In the news

MassPIRG
|
The Boston Globe
By
Michael Norton and Andy Metzger

With just two senators present, the state Senate approved a bill Monday morning that food stores in Massachusetts have been pushing unsuccessfully for a decade.

Under the bill, which has already cleared the House, grocery stores in Massachusetts would no longer be required to put price tags on each item and could instead deploy price scanners for consumers to use.

If the bill becomes law, Massachusetts would become the last state in the nation to eliminate the individual price tag requirement for grocery and food stores. The supermarket industry has fought for years to stop tagging each item; consumer groups say the move is bad for shoppers trying to compare prices.
 
“We’re extremely disappointed.’’ said Deirdre Cummings, a lobbyist for theconsumer advocacy group MassPIRG who said she hoped Governor Deval Patrick would veto the law. “This is a time we ought to be providing more and better price disclosure, not less. And in the end, I think the consumers are harmed.”

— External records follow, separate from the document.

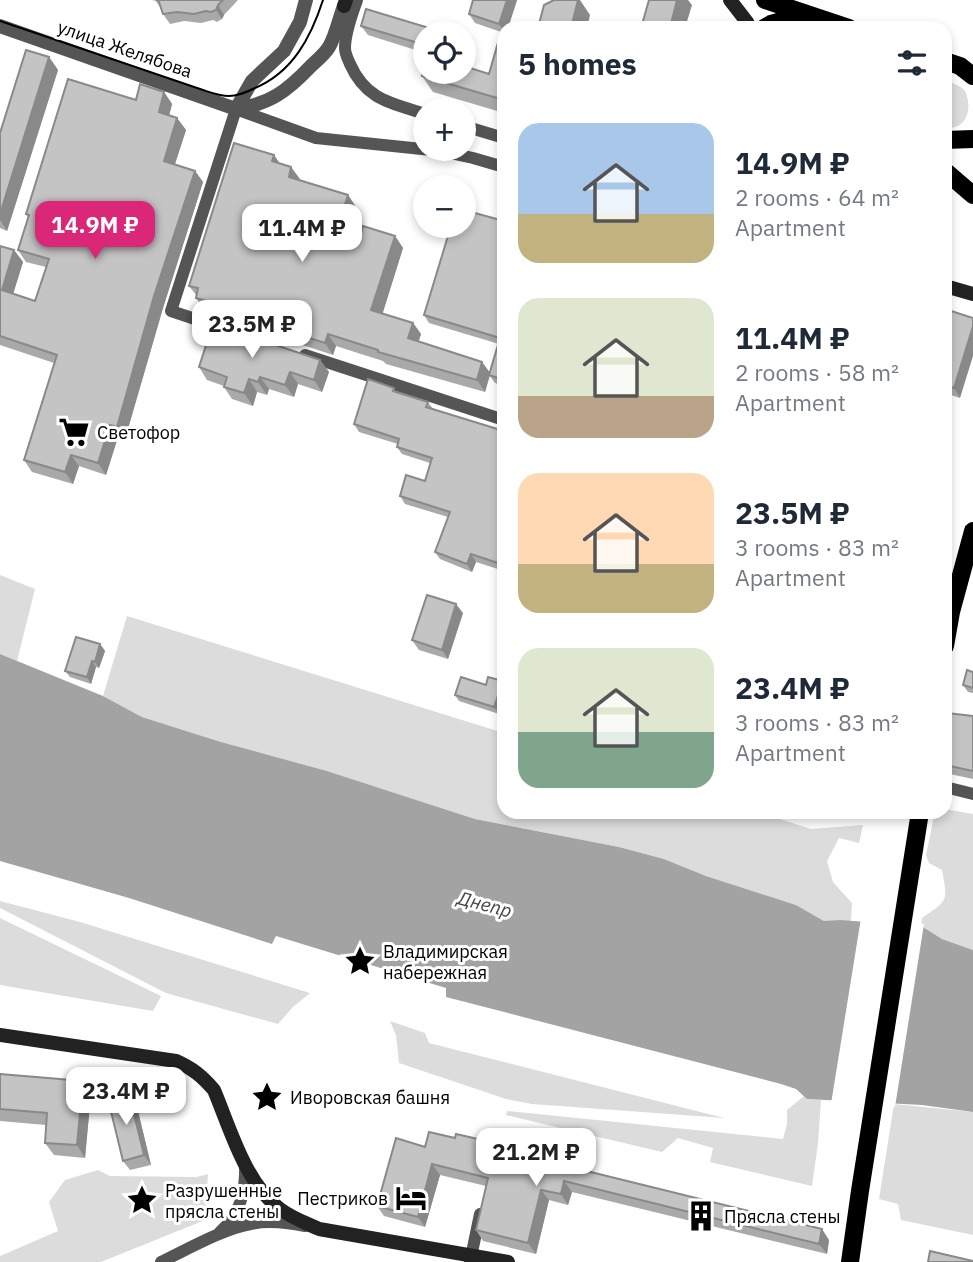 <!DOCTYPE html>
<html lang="en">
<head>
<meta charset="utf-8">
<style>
  :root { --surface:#fff; --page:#f2f2f3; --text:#1f2937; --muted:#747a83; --accent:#db2777 }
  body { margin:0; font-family:"IBM Plex Sans",sans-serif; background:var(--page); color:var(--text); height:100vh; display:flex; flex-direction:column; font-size:26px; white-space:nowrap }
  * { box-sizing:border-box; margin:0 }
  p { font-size:23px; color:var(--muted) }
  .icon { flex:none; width:38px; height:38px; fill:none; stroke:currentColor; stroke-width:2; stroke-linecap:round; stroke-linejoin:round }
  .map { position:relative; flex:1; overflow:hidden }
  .side { position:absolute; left:497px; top:21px; width:455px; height:798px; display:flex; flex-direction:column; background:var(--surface); border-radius:21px; box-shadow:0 4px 10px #0003 }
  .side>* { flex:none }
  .buttons { position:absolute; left:413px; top:21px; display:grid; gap:14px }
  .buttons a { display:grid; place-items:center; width:63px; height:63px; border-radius:50%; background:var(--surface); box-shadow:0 4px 10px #0003; font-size:35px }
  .price { position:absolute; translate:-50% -60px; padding:0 16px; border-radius:14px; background:#fff; color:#222; font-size:23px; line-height:46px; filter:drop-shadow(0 2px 4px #0008) }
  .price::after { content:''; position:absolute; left:50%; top:42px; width:21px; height:16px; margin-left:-10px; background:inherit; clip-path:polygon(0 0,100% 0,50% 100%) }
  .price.on { background:var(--accent); color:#fff }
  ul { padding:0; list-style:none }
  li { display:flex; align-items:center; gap:21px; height:175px; padding:0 21px }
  li span { display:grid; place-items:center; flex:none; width:196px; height:140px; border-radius:21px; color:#555 }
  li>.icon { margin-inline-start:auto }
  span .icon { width:84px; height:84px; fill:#fffc; stroke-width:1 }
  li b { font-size:30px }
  h2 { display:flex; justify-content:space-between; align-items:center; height:84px; padding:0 21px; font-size:30px }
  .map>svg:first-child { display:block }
  .green { fill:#dcdcdc }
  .water { fill:#a3a3a3 }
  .pier { fill:#fff }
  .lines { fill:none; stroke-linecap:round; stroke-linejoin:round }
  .minor { stroke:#555; stroke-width:12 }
  .tertiary { stroke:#555; stroke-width:14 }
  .secondary { stroke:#222; stroke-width:14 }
  .primary { stroke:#000; stroke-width:18 }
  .tram { stroke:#000; stroke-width:2 }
  .wall { fill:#a9a9a9 }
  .shaded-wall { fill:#898989 }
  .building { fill:#c4c4c4; stroke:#898989; stroke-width:2 }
  .labels { text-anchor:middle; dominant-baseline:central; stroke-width:6; stroke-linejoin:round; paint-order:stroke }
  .street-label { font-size:18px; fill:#000; stroke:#fff }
  .poi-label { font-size:18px; fill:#000; stroke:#fff; text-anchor:start }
  .water-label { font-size:19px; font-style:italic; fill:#444; stroke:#fff }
</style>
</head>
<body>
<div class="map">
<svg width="973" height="1262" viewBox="0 0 973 1262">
  <rect width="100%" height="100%" fill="#fff"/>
  <path class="green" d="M945,81C952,83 960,85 965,91C973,109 967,130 945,128Z
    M0,575L35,589L17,661L0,654Z
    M127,616L504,733V812H757L811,829L863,825L859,843L839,838L827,861L833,882L852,903L851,921H824L796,905L706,876L664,859L619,847L475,819L327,771L221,742L142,717L103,696Z
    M945,809L973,814V950L942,939L921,927L922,918C948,900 948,902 942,870L929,863L926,855L934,816L937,812H945Z
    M0,901L80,922L310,993L293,1007L278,1024L166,993L0,908Z
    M0,918L161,996L153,1011L0,985Z
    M390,1021L425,1033L429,1043L724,1118L532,1104L506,1099L399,1063L396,1035Z
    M804,1096L807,1099L821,1100L818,1143L812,1186L710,1162L713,1148L678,1138L662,1152L506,1115L507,1111L783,1139L787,1124V1110Z
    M894,1104L973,1112V1235L901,1220L898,1204L879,1199Z
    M98,1170L110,1176L197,1177L208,1174L205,1220L101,1262H0V1256L58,1231L49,1202L65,1180Z"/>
  <path class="water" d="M0,654L103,696L142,717L221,742L327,771L475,819L619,847L664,859L706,876L796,905L824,921L840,920L921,926L942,939L973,950V1112L922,1105L807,1099L796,1089L781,1084L446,997V988L276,936L272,944L129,898L0,861Z"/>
  <path class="pier" d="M861,918L924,924L895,1107L831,1104Z"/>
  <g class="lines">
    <path class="minor" d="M357,0C352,15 345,32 345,48C345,54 348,59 350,64C366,100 391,103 425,114
      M464,126L504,138
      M228,330L171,311L236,109L316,138L441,151L473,158L504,167
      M305,355L504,420
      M945,787L973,794
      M220,1232C240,1214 246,1192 245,1165
      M161,1262C186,1250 225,1228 251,1224C269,1220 288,1223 305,1226
      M470,1262L480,1214"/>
    <path class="tertiary" d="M0,26L236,109C270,104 287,91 310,67C316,61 324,55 329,47C336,35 339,19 344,6
      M236,109L252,81L284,51L300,22L306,0"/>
    <path class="secondary" d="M730,0L747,22L750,28
      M344,6L346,0
      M945,286L973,294
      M0,1035L176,1061C192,1068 202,1076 214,1090C230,1128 245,1183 280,1209C292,1218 306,1223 319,1229L508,1262"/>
    <path class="primary" d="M765,0L849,28
      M764,28L771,24L807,14
      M945,61L960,66L973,76
      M945,140L973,139
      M945,171L973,195
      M945,646L951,612L973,531
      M850,1262L860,1191L920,812"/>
    <path class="tram" d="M0,21L203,90C212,93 220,96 229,96C238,96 247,92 255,88C293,72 311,37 323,0"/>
  </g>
  <path class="wall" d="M152,0H238L224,15L222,19L217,22L213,20L201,23L184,21L170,24L163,14L160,7L156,1Z
    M473,0H517L508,28H504V113L433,92L422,76L489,74L501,32L475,23L469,14Z
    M361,26L439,31L441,33H425V53L368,35Z
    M49,57L58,70L7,231L0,228V133Z
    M164,92L172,104L169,115L177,118L186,130L175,164L195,171L203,182L163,308L125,439L118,437L106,475L79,466L73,484L32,472L24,460L54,363L0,345V246L14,250L23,262L13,293L35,301L46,267L26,262L18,250L28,217L26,214L136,100Z
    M274,155L280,164L291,167L299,180L348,195L356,207L347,237L359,240L395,236L403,248L382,314L413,323L421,334L418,342L482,362L490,373L499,344L429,323L424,315L504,221V386L495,383L490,376L485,392L386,364L383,361L336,346L333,355L227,320L224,316L204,310L196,298V295L189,286Z
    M945,309L960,398L945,393Z
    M320,360L329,372L322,392L298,384L294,397L269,389L267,395L257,392L253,406L232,399L224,387V386L207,380L199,367Z
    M397,392L428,402L433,409L504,431V571L476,562L472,572L440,559L435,552L448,517L405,504L400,496L425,481L430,463L402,454L397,447L398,444L359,432L354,424Z
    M463,613L448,659L419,650L412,640Z
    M100,644L105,651L99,668L96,667L91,684L70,677L65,671Z
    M973,672V693L968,692L963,685Z
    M504,683V697L499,714L459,701L455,695L486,685Z
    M973,716V779L945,773V765Z
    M0,1074L91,1093L85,1158L54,1155L45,1143L46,1125L0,1121Z
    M129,1094L136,1103L151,1165L130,1170L123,1161Z
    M455,1138L478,1139L482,1146L829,1240L827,1254L572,1192L568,1205L549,1200L536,1254L483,1241L476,1230L486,1186L440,1175L425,1227L384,1216L377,1206L425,1147Z"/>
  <path class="shaded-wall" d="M507,0H517L508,28H504V31L499,24Z
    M578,0H580L590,15L587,28H571Z
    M677,0H688L692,5L685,28H670Z
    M218,5L224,15L222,19L216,10Z
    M49,57L58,70L7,231L0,220V214Z
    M164,92L172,104L167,124L159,112Z
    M177,118L186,130L172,173L164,161Z
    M274,155L282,167L272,161Z
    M291,167L300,179L297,188L289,177Z
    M195,171L203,182L163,308L125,439L117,427L154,296Z
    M348,195L356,207L344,245L336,233Z
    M395,236L403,248L380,322L371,310Z
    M14,250L23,262L11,301L2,290Z
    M413,323L421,334L416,350L408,338Z
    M973,326V356L960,398L954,388Z
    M328,334L336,346L333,355L325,343Z
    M320,360L329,372L322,392L314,380Z
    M482,362L490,373L485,392L477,380Z
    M290,372L298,384L294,397L285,385Z
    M260,377L269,389L267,395L258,382Z
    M249,379L257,392L253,406L244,393Z
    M110,425L118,437L106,475L98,463Z
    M71,455L79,466L73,484L65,472Z
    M471,554L476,562L472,572L467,564Z
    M456,604L463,613L448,659L442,650Z
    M100,644L105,651L99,668L95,662Z
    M92,661L96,667L91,684L87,677Z
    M503,681L504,683V697L499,714L494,707Z
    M83,1081L91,1093L85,1158L77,1145Z
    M129,1094L136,1103L151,1165L144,1155Z
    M432,1164L440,1175L425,1227L418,1217Z
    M564,1181L572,1192L568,1205L561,1194Z
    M541,1190L549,1200L536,1254L528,1243Z
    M822,1229L829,1240L827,1254L819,1244Z"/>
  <path class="building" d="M157,0H223L218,5L216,10L211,12L206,11L194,14L177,12L163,14L159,2Z
    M473,0H507L499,24L469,14Z
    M554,0H578L571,28H538L544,5Z
    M649,0H677L670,28H641Z
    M366,9L439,31V33H425V45L361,26Z
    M521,24L535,28H520Z
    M501,32L504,33V100L422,76L425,65V72H464V66L489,74Z
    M26,50L49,57L0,214V133Z
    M68,79L136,100L140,84L164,92L159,112L177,118L164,161L195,171L154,296L117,427L110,425L98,463L71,455L65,472L24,460L57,355L0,336V246L14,250L2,290L35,301L49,259L18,250L29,215L26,214Z
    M234,143L274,155L272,161L291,167L289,177L348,195L336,233L359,240L363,226L395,236L371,310L413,323L408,338L482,362L477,380L378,352V350L328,334L325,343L219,309L220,305L196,298L198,288L189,286Z
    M464,210L504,221V380L489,375L500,338L424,315L451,226H464Z
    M945,309L973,318V326L954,388L945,385Z
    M213,324L320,360L314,380L290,372L285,385L260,377L258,382L249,379L244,393L224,387L227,377L199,367Z
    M368,379L394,388L393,391L428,402L426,407L504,431V565L471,554L467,564L435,552L450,512L400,496L406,475L425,481L432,458L397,447L399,439L354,424Z
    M427,595L456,604L442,650L412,640Z
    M76,637L100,644L95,662L92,661L87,677L65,671Z
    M967,670L973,672V688L963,685Z
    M461,677L486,685L488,677L503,681L494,707L455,695Z
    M947,713L973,716V771L945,765V726Z
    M0,1074L83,1081L77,1145L45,1143L47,1113L0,1109Z
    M129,1094L144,1155L123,1161L108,1099Z
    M429,1132L455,1138L456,1134L478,1139L477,1144L822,1229L819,1244L564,1181L561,1194L541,1190L528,1243L476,1230L488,1178L432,1164L418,1217L377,1206L396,1138L425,1147Z
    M930,1251L973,1261V1262H928Z"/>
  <defs>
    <g id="supermarket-bare" transform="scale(2.415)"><path d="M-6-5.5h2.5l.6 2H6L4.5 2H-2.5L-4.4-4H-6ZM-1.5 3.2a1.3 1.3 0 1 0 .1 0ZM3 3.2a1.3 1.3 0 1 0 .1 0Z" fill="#000" stroke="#fff" stroke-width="2.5" paint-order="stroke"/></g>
    <g id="sight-bare" transform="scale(2.415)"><path d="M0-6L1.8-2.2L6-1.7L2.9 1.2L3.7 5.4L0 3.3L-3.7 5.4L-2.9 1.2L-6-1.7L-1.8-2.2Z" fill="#000" stroke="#fff" stroke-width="2.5" paint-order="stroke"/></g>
    <g id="hotel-bare" transform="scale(2.415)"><path d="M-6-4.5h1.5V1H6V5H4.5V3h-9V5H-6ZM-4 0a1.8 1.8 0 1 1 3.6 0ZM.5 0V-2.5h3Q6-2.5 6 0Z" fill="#000" stroke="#fff" stroke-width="2.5" paint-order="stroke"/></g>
    <g id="building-bare" transform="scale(2.415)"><path d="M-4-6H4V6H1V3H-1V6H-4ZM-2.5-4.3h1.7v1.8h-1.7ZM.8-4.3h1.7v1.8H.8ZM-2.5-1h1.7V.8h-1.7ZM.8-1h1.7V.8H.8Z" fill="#000" stroke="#fff" stroke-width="2.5" paint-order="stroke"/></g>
  </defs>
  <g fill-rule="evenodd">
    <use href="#supermarket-bare" x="74" y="432"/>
    <use href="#sight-bare" x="360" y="961"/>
    <use href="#sight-bare" x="267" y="1097"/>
    <use href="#hotel-bare" x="411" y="1198"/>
    <use href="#sight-bare" x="142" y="1200"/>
    <use href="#building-bare" x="701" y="1216"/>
  </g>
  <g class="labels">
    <g class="street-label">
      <text transform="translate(125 49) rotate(19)">улица Желябова</text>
    </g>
    <g class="poi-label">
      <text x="97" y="432">Светофор</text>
      <text x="383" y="951">Владимирская<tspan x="383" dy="21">набережная</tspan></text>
      <text x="290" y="1097">Иворовская башня</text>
      <text x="165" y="1190">Разрушенные<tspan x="165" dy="21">прясла стены</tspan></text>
      <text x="388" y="1198" text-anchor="end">Пестриков</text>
      <text x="724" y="1216">Прясла стены</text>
    </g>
    <g class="water-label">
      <text transform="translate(485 904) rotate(15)">Днепр</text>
    </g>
  </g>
</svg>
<div class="buttons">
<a><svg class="icon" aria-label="locate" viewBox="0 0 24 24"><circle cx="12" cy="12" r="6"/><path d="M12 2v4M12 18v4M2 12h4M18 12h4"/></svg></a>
<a>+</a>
<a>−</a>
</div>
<b class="price on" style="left:95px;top:261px">14.9M ₽</b>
<b class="price" style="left:302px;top:264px">11.4M ₽</b>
<b class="price" style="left:252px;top:360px">23.5M ₽</b>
<b class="price" style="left:126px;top:1127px">23.4M ₽</b>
<b class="price" style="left:536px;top:1188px">21.2M ₽</b>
<section class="side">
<h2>5 homes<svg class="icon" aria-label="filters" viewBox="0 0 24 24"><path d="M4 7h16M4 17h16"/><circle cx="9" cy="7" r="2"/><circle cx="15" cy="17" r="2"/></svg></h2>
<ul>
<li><span style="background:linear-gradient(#a9c7e8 65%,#c2b280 0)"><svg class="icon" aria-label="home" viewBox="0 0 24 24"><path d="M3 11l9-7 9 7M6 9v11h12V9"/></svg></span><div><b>14.9M ₽</b><p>2 rooms · 64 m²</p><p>Apartment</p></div></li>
<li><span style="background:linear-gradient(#dfe7d0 70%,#b9a48a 0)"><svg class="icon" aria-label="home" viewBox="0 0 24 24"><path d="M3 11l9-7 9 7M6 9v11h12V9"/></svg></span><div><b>11.4M ₽</b><p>2 rooms · 58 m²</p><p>Apartment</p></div></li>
<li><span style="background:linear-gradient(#ffd9b3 65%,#c2b280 0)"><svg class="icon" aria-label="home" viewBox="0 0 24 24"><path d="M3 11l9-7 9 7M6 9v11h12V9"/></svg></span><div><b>23.5M ₽</b><p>3 rooms · 83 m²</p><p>Apartment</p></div></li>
<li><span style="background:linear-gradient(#dfe7d0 60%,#7fa58c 0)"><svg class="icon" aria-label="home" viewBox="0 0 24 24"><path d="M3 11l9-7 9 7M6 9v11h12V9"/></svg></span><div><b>23.4M ₽</b><p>3 rooms · 83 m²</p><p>Apartment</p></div></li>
</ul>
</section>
</div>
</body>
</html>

Jon Hurst, president of the Retailers Association of Massachusetts, was one of a handful of people to see the bill approved, with only state Senators Stanley Rosenberg, Democrat of Amherst, and Michael Knapik, Republican of Westfield, in the chamber.

“It’s a long time coming,” Hurst said after the vote. “It’s never gotten this far. It’s something we’ve been working on for more than a decade.”

Hurst said that after Michigan approved the law last year, Massachusetts remained the only state with an item pricing requirement.

He said studies show the law can add up to 10 percent to food prices.

“This is one of those laws that put us at a competitive disadvantage,” said Hurst.

Chris Flynn, president of the Massachusetts Food Association, said the bill would provide more accurate pricing to the consumer as well by doing away with what he called the archaic and problematic practice of pricing each item with a pricing gun.

Flynn cited a state survey from December, which showed price scanners had a 99.46 percent record of accuracy, but Cummings said there is insufficient oversight of retailers who use the self-scanners. Cummings cited a 2009 study by the nonprofit Consumer World, which showed only 30 percent of 144 scanners surveyed were completely functional and in full compliance with regulations.

“Given the track record, we need to ensure that if we’re going to allow supermarkets to use that inferior substitute, we need to have some mechanism to ensure they’re working properly,” said Cummings, who also supports more scannersper square foot and enforcement of the regulation that requires scanners to print price tags.

She said the bill would make it more difficult for consumers to compare the price of something already in the basket with a similar item on the shelf because it would no longer be printed on the item itself.

The bill also sailed through the House in May without debate or a recorded vote.